**TASK DIRECTIONS**
Extract all data as written.

**EXTRACTED DATA**

———

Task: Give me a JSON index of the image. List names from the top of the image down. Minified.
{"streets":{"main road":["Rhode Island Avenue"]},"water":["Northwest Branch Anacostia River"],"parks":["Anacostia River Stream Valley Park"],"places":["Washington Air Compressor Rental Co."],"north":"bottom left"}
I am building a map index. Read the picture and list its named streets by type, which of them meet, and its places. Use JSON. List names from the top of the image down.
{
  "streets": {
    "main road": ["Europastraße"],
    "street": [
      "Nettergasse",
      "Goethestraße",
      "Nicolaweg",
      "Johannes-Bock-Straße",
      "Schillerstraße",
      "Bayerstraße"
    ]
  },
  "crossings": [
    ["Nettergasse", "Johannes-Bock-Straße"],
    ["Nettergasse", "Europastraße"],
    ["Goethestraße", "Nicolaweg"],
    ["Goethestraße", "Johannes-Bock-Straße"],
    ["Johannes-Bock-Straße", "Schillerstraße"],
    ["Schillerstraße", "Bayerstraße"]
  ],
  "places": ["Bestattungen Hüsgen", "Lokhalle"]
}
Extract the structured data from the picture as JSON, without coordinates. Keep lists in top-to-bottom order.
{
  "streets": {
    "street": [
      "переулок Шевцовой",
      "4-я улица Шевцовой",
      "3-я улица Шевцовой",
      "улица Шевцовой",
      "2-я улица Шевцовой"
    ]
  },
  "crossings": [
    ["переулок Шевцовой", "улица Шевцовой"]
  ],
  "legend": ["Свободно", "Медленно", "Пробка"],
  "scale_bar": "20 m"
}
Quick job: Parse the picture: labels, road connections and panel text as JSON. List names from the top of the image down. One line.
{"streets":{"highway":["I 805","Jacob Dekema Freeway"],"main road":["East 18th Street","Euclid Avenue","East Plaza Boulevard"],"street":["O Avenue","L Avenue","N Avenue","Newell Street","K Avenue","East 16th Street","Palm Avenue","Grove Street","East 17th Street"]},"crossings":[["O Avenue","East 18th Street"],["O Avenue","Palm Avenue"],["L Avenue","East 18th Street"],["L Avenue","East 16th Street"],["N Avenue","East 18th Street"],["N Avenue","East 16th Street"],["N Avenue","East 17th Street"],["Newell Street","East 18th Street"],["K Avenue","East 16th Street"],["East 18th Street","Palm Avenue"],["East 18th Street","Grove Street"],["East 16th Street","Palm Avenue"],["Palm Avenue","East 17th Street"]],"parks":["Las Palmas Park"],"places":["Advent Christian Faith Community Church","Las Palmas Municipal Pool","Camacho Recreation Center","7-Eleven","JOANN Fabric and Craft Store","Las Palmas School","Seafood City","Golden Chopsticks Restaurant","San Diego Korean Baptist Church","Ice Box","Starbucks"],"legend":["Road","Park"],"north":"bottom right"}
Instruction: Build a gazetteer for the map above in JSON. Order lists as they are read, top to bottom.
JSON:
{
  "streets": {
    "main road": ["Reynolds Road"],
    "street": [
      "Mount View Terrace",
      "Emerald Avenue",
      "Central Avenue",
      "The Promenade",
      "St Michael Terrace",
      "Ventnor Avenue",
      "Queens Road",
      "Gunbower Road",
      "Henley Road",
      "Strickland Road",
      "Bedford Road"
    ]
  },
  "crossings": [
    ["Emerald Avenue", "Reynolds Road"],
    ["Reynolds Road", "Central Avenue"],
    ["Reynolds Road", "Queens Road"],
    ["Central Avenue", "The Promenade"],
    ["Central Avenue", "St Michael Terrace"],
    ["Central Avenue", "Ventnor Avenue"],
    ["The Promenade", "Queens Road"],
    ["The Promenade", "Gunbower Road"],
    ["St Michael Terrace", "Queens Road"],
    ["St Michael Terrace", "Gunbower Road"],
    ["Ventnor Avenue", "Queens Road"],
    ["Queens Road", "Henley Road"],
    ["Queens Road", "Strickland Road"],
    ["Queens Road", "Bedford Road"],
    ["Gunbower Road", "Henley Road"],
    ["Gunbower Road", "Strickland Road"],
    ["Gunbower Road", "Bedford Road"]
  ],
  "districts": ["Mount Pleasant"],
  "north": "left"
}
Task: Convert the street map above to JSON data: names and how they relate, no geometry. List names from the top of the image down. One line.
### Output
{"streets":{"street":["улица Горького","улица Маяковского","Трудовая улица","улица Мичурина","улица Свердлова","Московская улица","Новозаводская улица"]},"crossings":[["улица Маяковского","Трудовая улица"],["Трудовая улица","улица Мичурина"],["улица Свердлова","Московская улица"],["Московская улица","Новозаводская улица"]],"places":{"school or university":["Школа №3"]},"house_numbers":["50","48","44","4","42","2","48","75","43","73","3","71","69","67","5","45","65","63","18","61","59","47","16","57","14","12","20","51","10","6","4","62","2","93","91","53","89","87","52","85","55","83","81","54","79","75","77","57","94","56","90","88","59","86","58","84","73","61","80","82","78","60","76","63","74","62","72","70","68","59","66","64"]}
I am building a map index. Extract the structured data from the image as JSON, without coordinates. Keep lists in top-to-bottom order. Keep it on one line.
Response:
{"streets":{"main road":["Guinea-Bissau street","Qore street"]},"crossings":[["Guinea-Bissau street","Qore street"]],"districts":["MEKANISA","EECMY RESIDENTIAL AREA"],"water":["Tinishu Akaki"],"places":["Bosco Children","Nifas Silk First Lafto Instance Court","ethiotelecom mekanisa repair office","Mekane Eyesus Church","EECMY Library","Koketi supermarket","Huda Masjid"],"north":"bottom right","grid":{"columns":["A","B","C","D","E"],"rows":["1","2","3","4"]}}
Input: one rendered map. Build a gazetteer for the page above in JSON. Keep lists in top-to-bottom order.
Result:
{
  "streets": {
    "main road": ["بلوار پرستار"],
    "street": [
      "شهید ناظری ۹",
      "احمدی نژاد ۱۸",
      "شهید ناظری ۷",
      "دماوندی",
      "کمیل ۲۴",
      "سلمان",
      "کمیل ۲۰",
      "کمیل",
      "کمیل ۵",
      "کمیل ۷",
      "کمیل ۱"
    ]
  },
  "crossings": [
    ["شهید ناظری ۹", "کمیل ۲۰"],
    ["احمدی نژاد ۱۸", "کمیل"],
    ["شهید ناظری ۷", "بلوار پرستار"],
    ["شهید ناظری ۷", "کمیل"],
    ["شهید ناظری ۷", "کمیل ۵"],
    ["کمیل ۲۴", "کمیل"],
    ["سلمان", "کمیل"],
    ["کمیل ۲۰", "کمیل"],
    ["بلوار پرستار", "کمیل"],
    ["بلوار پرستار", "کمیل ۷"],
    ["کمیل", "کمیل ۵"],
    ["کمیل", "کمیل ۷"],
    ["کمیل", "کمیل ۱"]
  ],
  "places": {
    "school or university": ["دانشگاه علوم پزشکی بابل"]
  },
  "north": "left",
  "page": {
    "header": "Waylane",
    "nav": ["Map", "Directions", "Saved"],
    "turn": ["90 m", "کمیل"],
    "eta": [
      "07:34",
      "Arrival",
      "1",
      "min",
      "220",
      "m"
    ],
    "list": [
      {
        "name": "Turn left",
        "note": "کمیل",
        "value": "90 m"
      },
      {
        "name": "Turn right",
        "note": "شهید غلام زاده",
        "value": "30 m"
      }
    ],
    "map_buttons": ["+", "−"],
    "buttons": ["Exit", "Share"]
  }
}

———

**EXERCISE SOLUTION**
Task: Give me a JSON index of the image. List names from the top of the image down. Minified.
{"streets":{"main road":["Rhode Island Avenue"]},"water":["Northwest Branch Anacostia River"],"parks":["Anacostia River Stream Valley Park"],"places":["Washington Air Compressor Rental Co."],"north":"bottom left"}
I am building a map index. Read the picture and list its named streets by type, which of them meet, and its places. Use JSON. List names from the top of the image down.
{
  "streets": {
    "main road": ["Europastraße"],
    "street": [
      "Nettergasse",
      "Goethestraße",
      "Nicolaweg",
      "Johannes-Bock-Straße",
      "Schillerstraße",
      "Bayerstraße"
    ]
  },
  "crossings": [
    ["Nettergasse", "Johannes-Bock-Straße"],
    ["Nettergasse", "Europastraße"],
    ["Goethestraße", "Nicolaweg"],
    ["Goethestraße", "Johannes-Bock-Straße"],
    ["Johannes-Bock-Straße", "Schillerstraße"],
    ["Schillerstraße", "Bayerstraße"]
  ],
  "places": ["Bestattungen Hüsgen", "Lokhalle"]
}
Extract the structured data from the picture as JSON, without coordinates. Keep lists in top-to-bottom order.
{
  "streets": {
    "street": [
      "переулок Шевцовой",
      "4-я улица Шевцовой",
      "3-я улица Шевцовой",
      "улица Шевцовой",
      "2-я улица Шевцовой"
    ]
  },
  "crossings": [
    ["переулок Шевцовой", "улица Шевцовой"]
  ],
  "legend": ["Свободно", "Медленно", "Пробка"],
  "scale_bar": "20 m"
}
Quick job: Parse the picture: labels, road connections and panel text as JSON. List names from the top of the image down. One line.
{"streets":{"highway":["I 805","Jacob Dekema Freeway"],"main road":["East 18th Street","Euclid Avenue","East Plaza Boulevard"],"street":["O Avenue","L Avenue","N Avenue","Newell Street","K Avenue","East 16th Street","Palm Avenue","Grove Street","East 17th Street"]},"crossings":[["O Avenue","East 18th Street"],["O Avenue","Palm Avenue"],["L Avenue","East 18th Street"],["L Avenue","East 16th Street"],["N Avenue","East 18th Street"],["N Avenue","East 16th Street"],["N Avenue","East 17th Street"],["Newell Street","East 18th Street"],["K Avenue","East 16th Street"],["East 18th Street","Palm Avenue"],["East 18th Street","Grove Street"],["East 16th Street","Palm Avenue"],["Palm Avenue","East 17th Street"]],"parks":["Las Palmas Park"],"places":["Advent Christian Faith Community Church","Las Palmas Municipal Pool","Camacho Recreation Center","7-Eleven","JOANN Fabric and Craft Store","Las Palmas School","Seafood City","Golden Chopsticks Restaurant","San Diego Korean Baptist Church","Ice Box","Starbucks"],"legend":["Road","Park"],"north":"bottom right"}
Instruction: Build a gazetteer for the map above in JSON. Order lists as they are read, top to bottom.
JSON:
{
  "streets": {
    "main road": ["Reynolds Road"],
    "street": [
      "Mount View Terrace",
      "Emerald Avenue",
      "Central Avenue",
      "The Promenade",
      "St Michael Terrace",
      "Ventnor Avenue",
      "Queens Road",
      "Gunbower Road",
      "Henley Road",
      "Strickland Road",
      "Bedford Road"
    ]
  },
  "crossings": [
    ["Emerald Avenue", "Reynolds Road"],
    ["Reynolds Road", "Central Avenue"],
    ["Reynolds Road", "Queens Road"],
    ["Central Avenue", "The Promenade"],
    ["Central Avenue", "St Michael Terrace"],
    ["Central Avenue", "Ventnor Avenue"],
    ["The Promenade", "Queens Road"],
    ["The Promenade", "Gunbower Road"],
    ["St Michael Terrace", "Queens Road"],
    ["St Michael Terrace", "Gunbower Road"],
    ["Ventnor Avenue", "Queens Road"],
    ["Queens Road", "Henley Road"],
    ["Queens Road", "Strickland Road"],
    ["Queens Road", "Bedford Road"],
    ["Gunbower Road", "Henley Road"],
    ["Gunbower Road", "Strickland Road"],
    ["Gunbower Road", "Bedford Road"]
  ],
  "districts": ["Mount Pleasant"],
  "north": "left"
}
Task: Convert the street map above to JSON data: names and how they relate, no geometry. List names from the top of the image down. One line.
### Output
{"streets":{"street":["улица Горького","улица Маяковского","Трудовая улица","улица Мичурина","улица Свердлова","Московская улица","Новозаводская улица"]},"crossings":[["улица Маяковского","Трудовая улица"],["Трудовая улица","улица Мичурина"],["улица Свердлова","Московская улица"],["Московская улица","Новозаводская улица"]],"places":{"school or university":["Школа №3"]},"house_numbers":["50","48","44","4","42","2","48","75","43","73","3","71","69","67","5","45","65","63","18","61","59","47","16","57","14","12","20","51","10","6","4","62","2","93","91","53","89","87","52","85","55","83","81","54","79","75","77","57","94","56","90","88","59","86","58","84","73","61","80","82","78","60","76","63","74","62","72","70","68","59","66","64"]}
I am building a map index. Extract the structured data from the image as JSON, without coordinates. Keep lists in top-to-bottom order. Keep it on one line.
Response:
{"streets":{"main road":["Guinea-Bissau street","Qore street"]},"crossings":[["Guinea-Bissau street","Qore street"]],"districts":["MEKANISA","EECMY RESIDENTIAL AREA"],"water":["Tinishu Akaki"],"places":["Bosco Children","Nifas Silk First Lafto Instance Court","ethiotelecom mekanisa repair office","Mekane Eyesus Church","EECMY Library","Koketi supermarket","Huda Masjid"],"north":"bottom right","grid":{"columns":["A","B","C","D","E"],"rows":["1","2","3","4"]}}
Input: one rendered map. Build a gazetteer for the page above in JSON. Keep lists in top-to-bottom order.
Result:
{
  "streets": {
    "main road": ["بلوار پرستار"],
    "street": [
      "شهید ناظری ۹",
      "احمدی نژاد ۱۸",
      "شهید ناظری ۷",
      "دماوندی",
      "کمیل ۲۴",
      "سلمان",
      "کمیل ۲۰",
      "کمیل",
      "کمیل ۵",
      "کمیل ۷",
      "کمیل ۱"
    ]
  },
  "crossings": [
    ["شهید ناظری ۹", "کمیل ۲۰"],
    ["احمدی نژاد ۱۸", "کمیل"],
    ["شهید ناظری ۷", "بلوار پرستار"],
    ["شهید ناظری ۷", "کمیل"],
    ["شهید ناظری ۷", "کمیل ۵"],
    ["کمیل ۲۴", "کمیل"],
    ["سلمان", "کمیل"],
    ["کمیل ۲۰", "کمیل"],
    ["بلوار پرستار", "کمیل"],
    ["بلوار پرستار", "کمیل ۷"],
    ["کمیل", "کمیل ۵"],
    ["کمیل", "کمیل ۷"],
    ["کمیل", "کمیل ۱"]
  ],
  "places": {
    "school or university": ["دانشگاه علوم پزشکی بابل"]
  },
  "north": "left",
  "page": {
    "header": "Waylane",
    "nav": ["Map", "Directions", "Saved"],
    "turn": ["90 m", "کمیل"],
    "eta": [
      "07:34",
      "Arrival",
      "1",
      "min",
      "220",
      "m"
    ],
    "list": [
      {
        "name": "Turn left",
        "note": "کمیل",
        "value": "90 m"
      },
      {
        "name": "Turn right",
        "note": "شهید غلام زاده",
        "value": "30 m"
      }
    ],
    "map_buttons": ["+", "−"],
    "buttons": ["Exit", "Share"]
  }
}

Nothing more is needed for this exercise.